Third, with the rapid development of 5G and cloud services and increased bandwidth, the complexity of service traffic and latency requirements will rise, and network complexity will grow. The traditional command-line user interface-based O&M model cannot meet the future requirements of network O&M. There is an urgent need for automated, smart O&M systems to enable smart O&M through network self-healing.
In Huawei's view, the key to solving the above problems lies in building a comprehensive IP network for the 5G and cloud era that boasts high availability, non-blocking, automated, smart, and self-healing capabilities. Such an IP network will support the development of 5G and cloud line services, fast service innovation, and efficient intelligent O&M, enabling operators to enter the fully-connected intelligent era.
Huawei proposes reshaping IP networks with new architecture, new interfaces, new protocols, and new O&M.
New interfaces: The traditional networking interfaces are GE, 10GE, and 100GE. With the continued advance of chip technology, optical-electrical (PAM4) technology has reduced cost per bit by more than 30 percent, thereby further lowering operator network construction costs. With PAM4 technology maturing, 50GE, 200GE, and 400GE have been defined as new standards for the next-generation of Ethernet network interfaces by the IEEE. Huawei's full range of routers support new 50GE, 200GE, and 400GE series interfaces. They have passed testing by the international authority ETANC, and are widely used in operator networks, helping to significantly reduce networking costs.
New architecture: With advances in chip technology, single-chip SOC has a capacity of 1.2 Tbit/s, making it possible to simplify the network layer. At the same time, the growth of 5G and telecom cloud services are placing higher requirements on network bandwidth and latency. Operators universally hope to simplify the network layer, integrate node functions, and implement comprehensive service-independent bearer capabilities.

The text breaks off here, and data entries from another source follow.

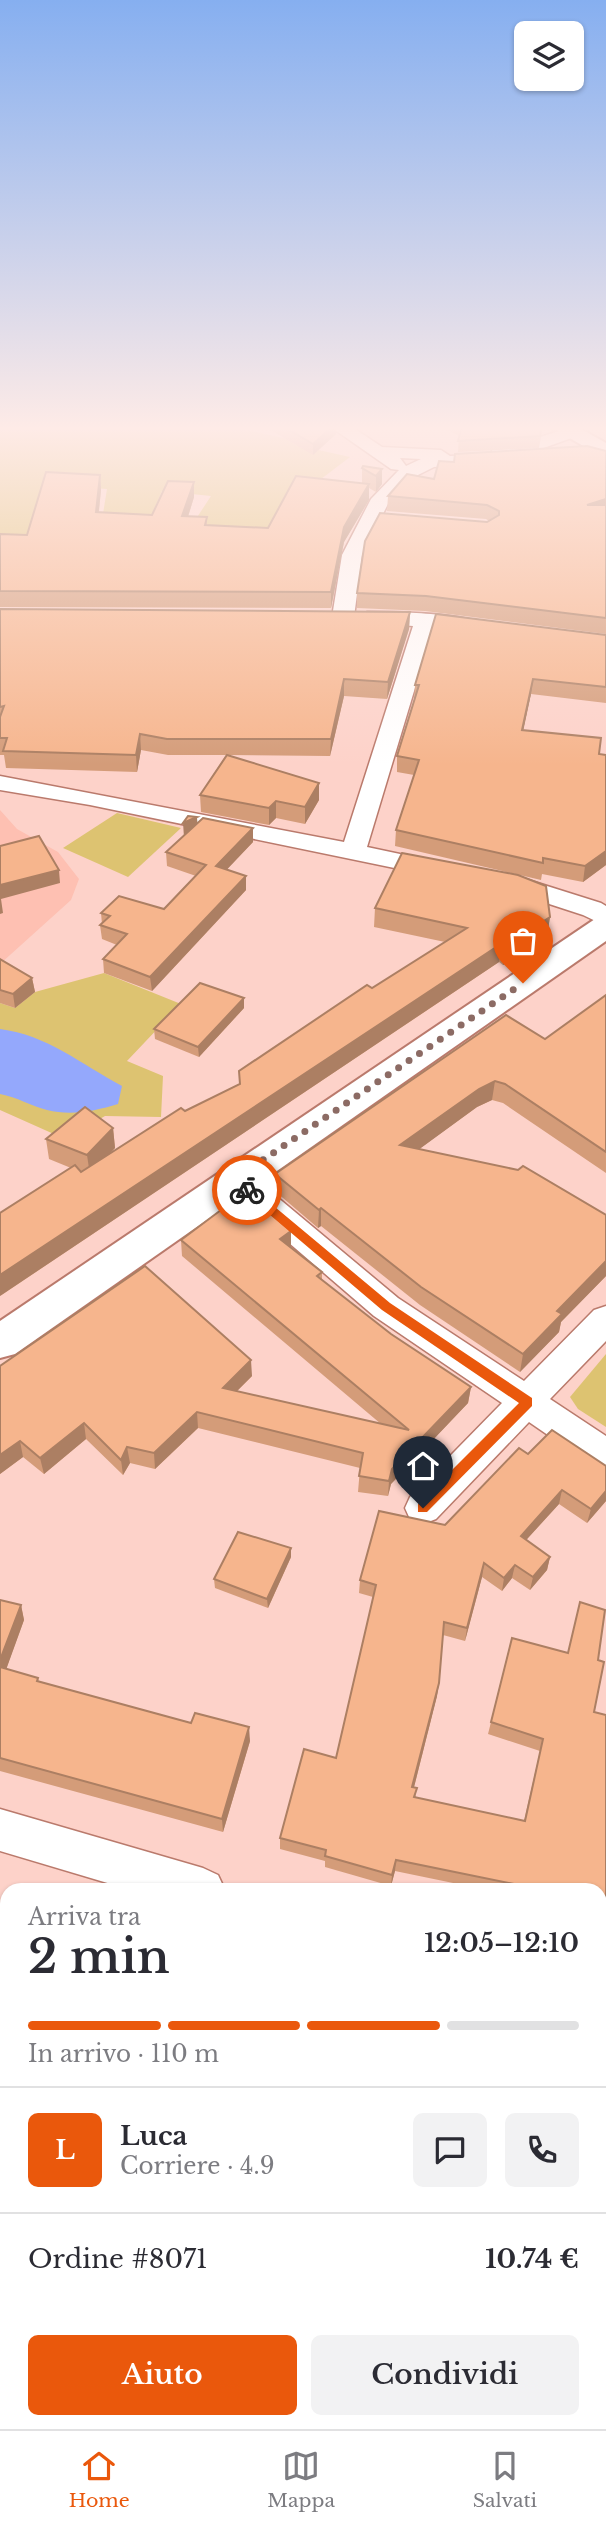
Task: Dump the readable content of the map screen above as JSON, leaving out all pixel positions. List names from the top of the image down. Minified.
{"page":{"heading":["2 min","Arriva tra","12:05–12:10"],"panel":["Luca","Corriere · 4.9","Ordine #8071","10.74 €"],"bar":"In arrivo · 110 m","round":"L","buttons":["Aiuto","Condividi"],"tabs":["Home","Mappa","Salvati"]}}
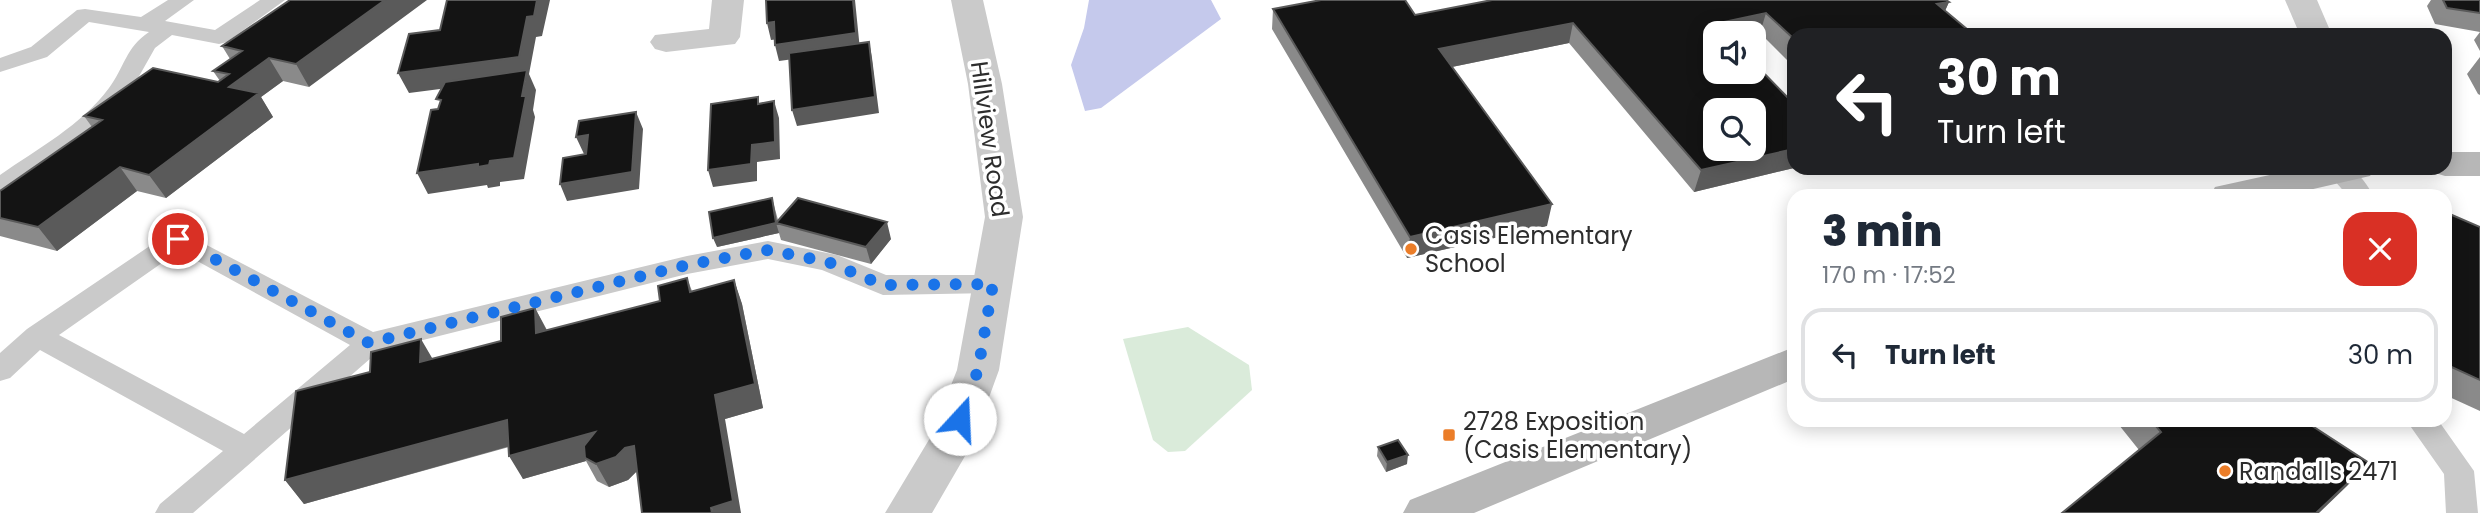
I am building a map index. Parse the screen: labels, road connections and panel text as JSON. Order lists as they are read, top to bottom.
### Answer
{
  "streets": {
    "street": ["Hillview Road"]
  },
  "places": {
    "other": ["Casis Elementary School", "Randalls 2471"],
    "transit": ["2728 Exposition (Casis Elementary)"]
  },
  "page": {
    "turn": ["30 m", "Turn left"],
    "heading": ["3 min", "170 m · 17:52"],
    "list": [
      {
        "name": "Turn left",
        "value": "30 m"
      }
    ]
  }
}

In backbone networks, Huawei has enabled P+PE and MDS (multi domain system) capabilities using integrated backbone solutions. FBB/MBB/private line networks are integrated through physical devices, while still enabling logical partition management, significantly reducing IP backbone network construction costs.

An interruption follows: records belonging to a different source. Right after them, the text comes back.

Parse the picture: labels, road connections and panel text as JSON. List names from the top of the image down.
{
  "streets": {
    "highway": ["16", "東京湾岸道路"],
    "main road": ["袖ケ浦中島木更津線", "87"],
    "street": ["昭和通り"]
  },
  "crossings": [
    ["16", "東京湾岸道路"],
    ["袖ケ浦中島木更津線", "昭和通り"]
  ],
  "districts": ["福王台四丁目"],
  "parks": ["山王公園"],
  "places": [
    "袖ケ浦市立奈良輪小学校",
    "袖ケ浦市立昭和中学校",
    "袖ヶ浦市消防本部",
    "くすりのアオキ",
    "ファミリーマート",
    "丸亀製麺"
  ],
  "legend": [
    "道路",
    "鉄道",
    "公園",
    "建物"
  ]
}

At the metro network level, Huawei introduced the Metro Fabric solution, which is based on its Fabric architecture. The solution decouples the network bearer layer and service layer, so that the bearer network can be expanded on demand, providing high-capacity, non-blocking integrated bearer capabilities.
As for telecom cloud solutions, Huawei proposed a cloud network architecture with separate forwarding and control planes based on actual needs, which solves the three challenges: low resource utilization, complex management and maintenance, and slow service provisioning.
CU-separated architecture separates the BRAS into two parts: vBRAS-CP (control plane) and vBRAS-UP (user plane). The vBRAS-CP is centrally deployed like a telecom cloud to fully utilize the computing power of the cloud, and the vBRAS-UP uses high-performance hardware. This supports large-bandwidth and low-latency services (like Cloud VR) and enables forwarding capability in the Tbit range per router.
At the same time, thanks to telecom cloud sharing and powerful computing capabilities, the architecture can pool network resources, improving resource utilization by 50 percent. The cloud-based CP can carry millions of users, TTM is increased by 5 to 6 times, and O&M configuration is reduced by 90 percent.
By reducing network layers, integrating node functions, and migrating some functions to the telecom cloud, a simplified target network architecture for the 5G and telecom cloud era has started to take shape based on this.
New protocols: After 30 plus years of routing protocol development, the problem with traditional network protocols is that there are so many and they have complex configurations. In particular, there are numerous difficulties with mechanisms in implementing traffic engineering, automated configuration, and network self-healing.
This is why SR and SRv6 emerged. SRv6 unifies over 10 existing complex protocols into a forwarding plane with the capability to program the source address router and path. This reduces protocol configuration and O&M complexity. Application-driven service paths can also be configured with SRv6. Whole-network Traffic Engineer optimization and AI-based queue management capabilities, including automated TI-LFA, micro-loop avoidance, and distributed and centralized traffic engineering, enable changes to traditional router Traffic Engineer, QoS, and protection solutions at the mechanism level, creating a new high-availability, congestion-free IP network.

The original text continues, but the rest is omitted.